Saved data entries

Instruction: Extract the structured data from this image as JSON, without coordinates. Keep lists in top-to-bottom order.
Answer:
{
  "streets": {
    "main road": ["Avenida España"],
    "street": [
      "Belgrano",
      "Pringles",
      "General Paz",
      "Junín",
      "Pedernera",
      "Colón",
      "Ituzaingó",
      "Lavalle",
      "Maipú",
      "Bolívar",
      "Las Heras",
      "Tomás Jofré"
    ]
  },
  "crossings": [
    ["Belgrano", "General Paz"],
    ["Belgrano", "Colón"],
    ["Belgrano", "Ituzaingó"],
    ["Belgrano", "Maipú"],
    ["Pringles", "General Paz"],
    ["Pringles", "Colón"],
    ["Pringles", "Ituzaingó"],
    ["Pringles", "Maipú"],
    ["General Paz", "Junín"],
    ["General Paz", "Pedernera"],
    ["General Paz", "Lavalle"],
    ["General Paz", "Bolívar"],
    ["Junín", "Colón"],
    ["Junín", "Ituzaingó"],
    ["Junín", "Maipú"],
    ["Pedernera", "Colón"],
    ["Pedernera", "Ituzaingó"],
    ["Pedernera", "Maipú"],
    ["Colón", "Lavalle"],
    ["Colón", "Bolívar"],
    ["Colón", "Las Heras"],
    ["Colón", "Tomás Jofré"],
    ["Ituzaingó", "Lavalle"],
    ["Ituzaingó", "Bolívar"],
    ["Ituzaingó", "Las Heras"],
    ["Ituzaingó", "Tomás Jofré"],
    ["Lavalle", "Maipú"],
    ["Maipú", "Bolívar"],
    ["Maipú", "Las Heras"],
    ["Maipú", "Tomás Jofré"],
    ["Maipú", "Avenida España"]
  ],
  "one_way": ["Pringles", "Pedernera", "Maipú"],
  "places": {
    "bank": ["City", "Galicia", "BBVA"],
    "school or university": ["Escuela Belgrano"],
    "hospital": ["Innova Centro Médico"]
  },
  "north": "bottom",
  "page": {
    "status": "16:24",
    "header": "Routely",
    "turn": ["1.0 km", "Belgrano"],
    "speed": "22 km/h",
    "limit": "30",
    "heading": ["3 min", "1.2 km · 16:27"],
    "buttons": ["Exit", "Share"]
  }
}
...
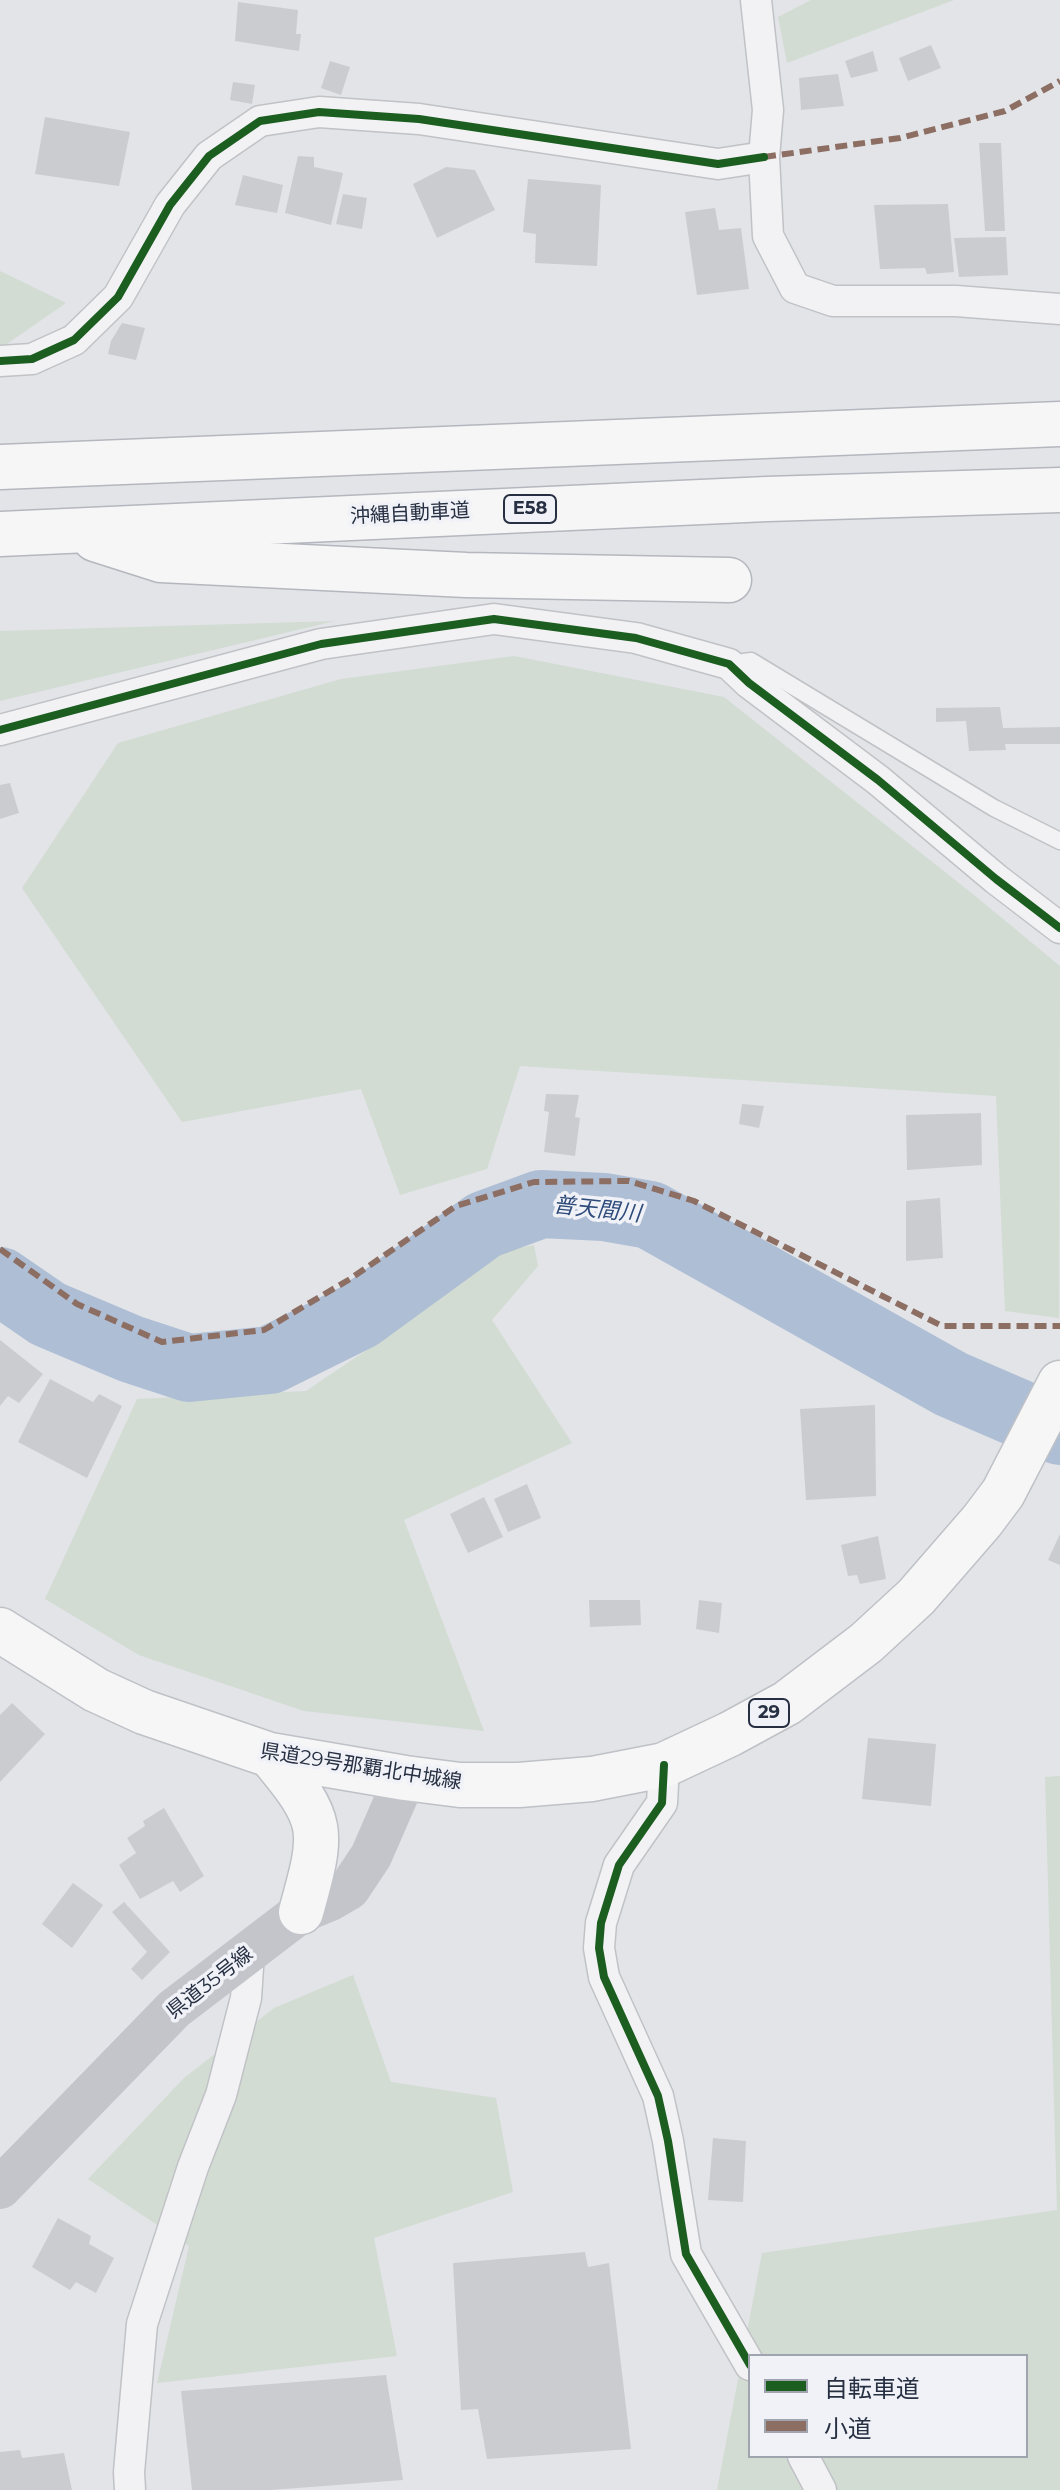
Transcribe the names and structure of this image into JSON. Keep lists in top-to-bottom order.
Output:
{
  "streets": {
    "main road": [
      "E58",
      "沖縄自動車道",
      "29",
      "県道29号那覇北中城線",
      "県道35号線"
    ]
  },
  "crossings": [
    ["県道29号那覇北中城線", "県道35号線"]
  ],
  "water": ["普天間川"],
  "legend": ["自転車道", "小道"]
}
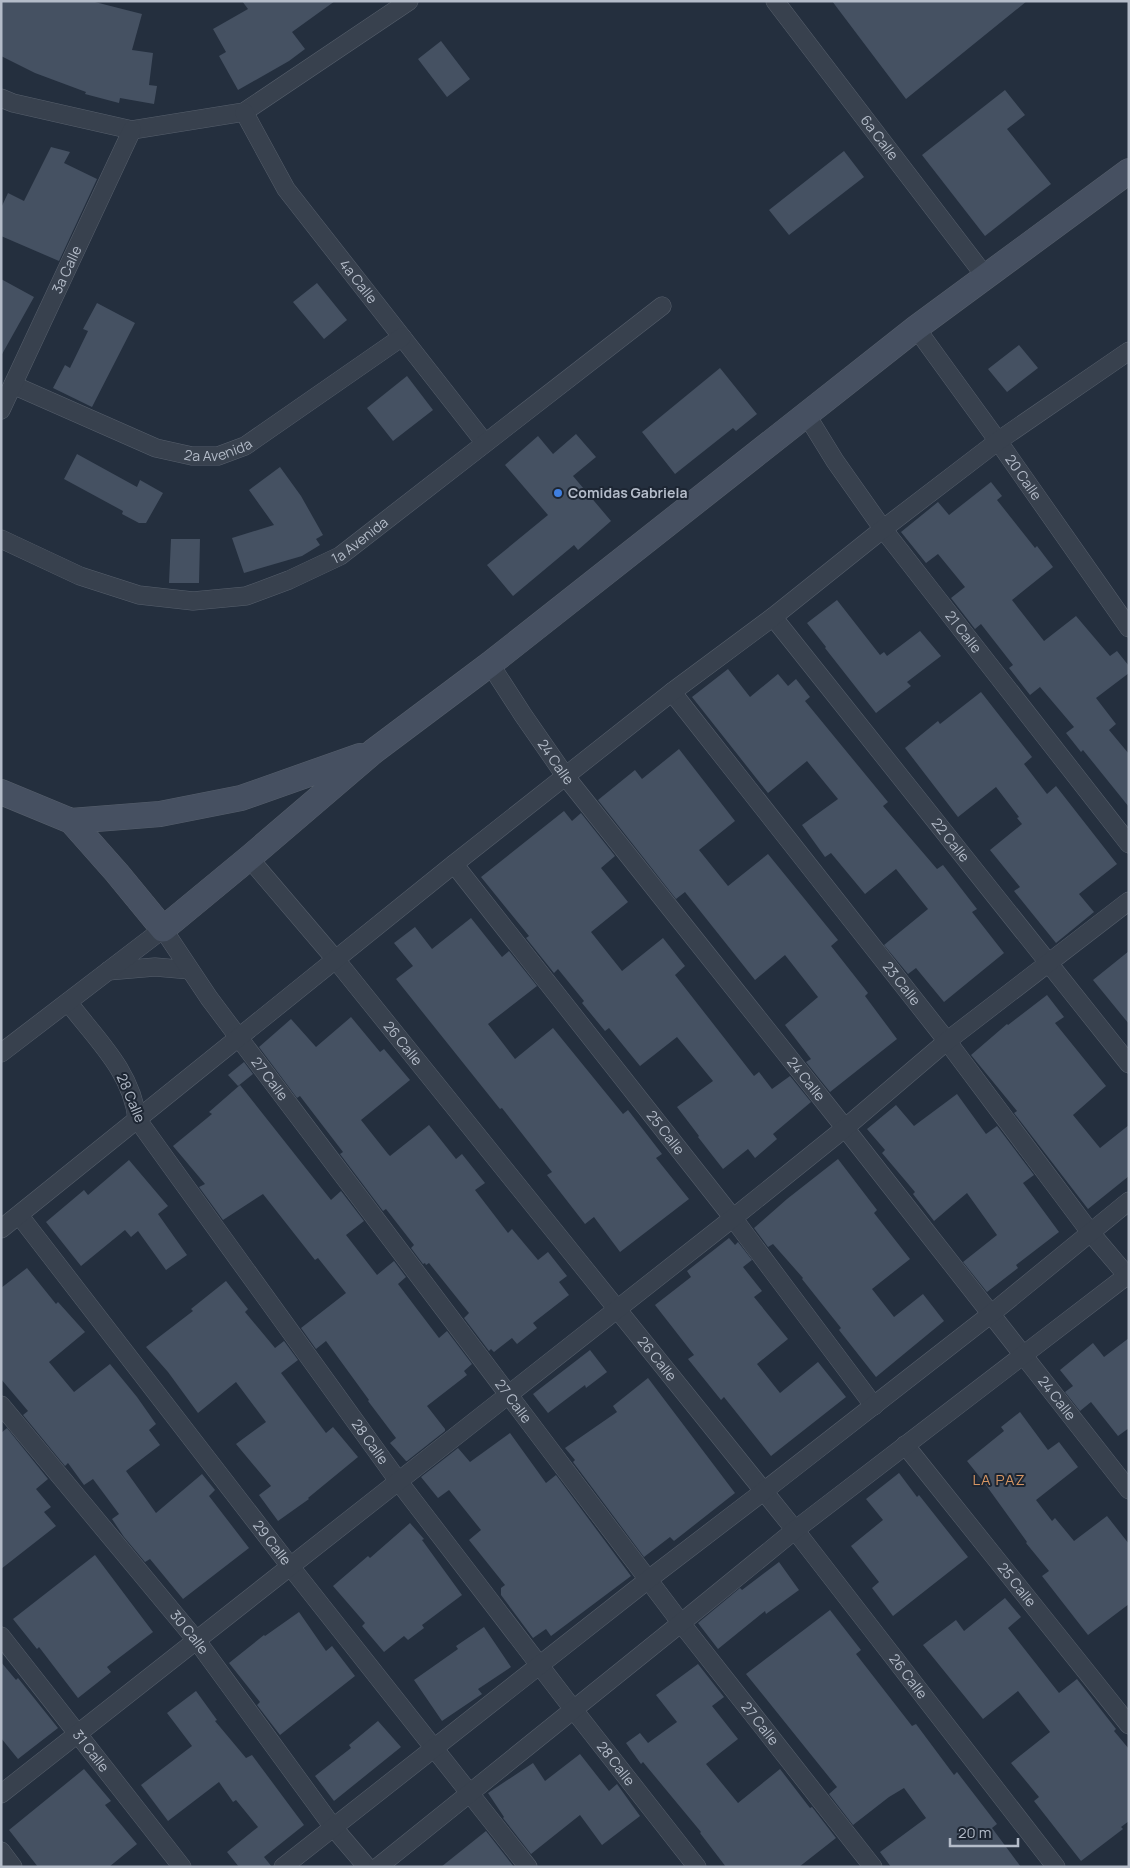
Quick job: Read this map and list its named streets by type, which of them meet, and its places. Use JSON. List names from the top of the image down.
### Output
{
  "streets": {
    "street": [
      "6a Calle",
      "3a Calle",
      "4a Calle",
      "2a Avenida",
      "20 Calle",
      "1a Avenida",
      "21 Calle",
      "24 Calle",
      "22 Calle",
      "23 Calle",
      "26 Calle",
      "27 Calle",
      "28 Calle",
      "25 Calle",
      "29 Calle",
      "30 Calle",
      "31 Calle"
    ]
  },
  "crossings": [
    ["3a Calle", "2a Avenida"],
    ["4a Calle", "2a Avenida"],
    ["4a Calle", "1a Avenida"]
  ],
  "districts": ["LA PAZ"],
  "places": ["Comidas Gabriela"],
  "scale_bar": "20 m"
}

» **EXERCISE**: Wherever the string "this" occurs in the entries, copy that whole line.

» **COMPLETED TASK**:
Instruction: Extract the structured data from this image as JSON, without coordinates. Keep lists in top-to-bottom order.
Transcribe the names and structure of this image into JSON. Keep lists in top-to-bottom order.
Quick job: Read this map and list its named streets by type, which of them meet, and its places. Use JSON. List names from the top of the image down.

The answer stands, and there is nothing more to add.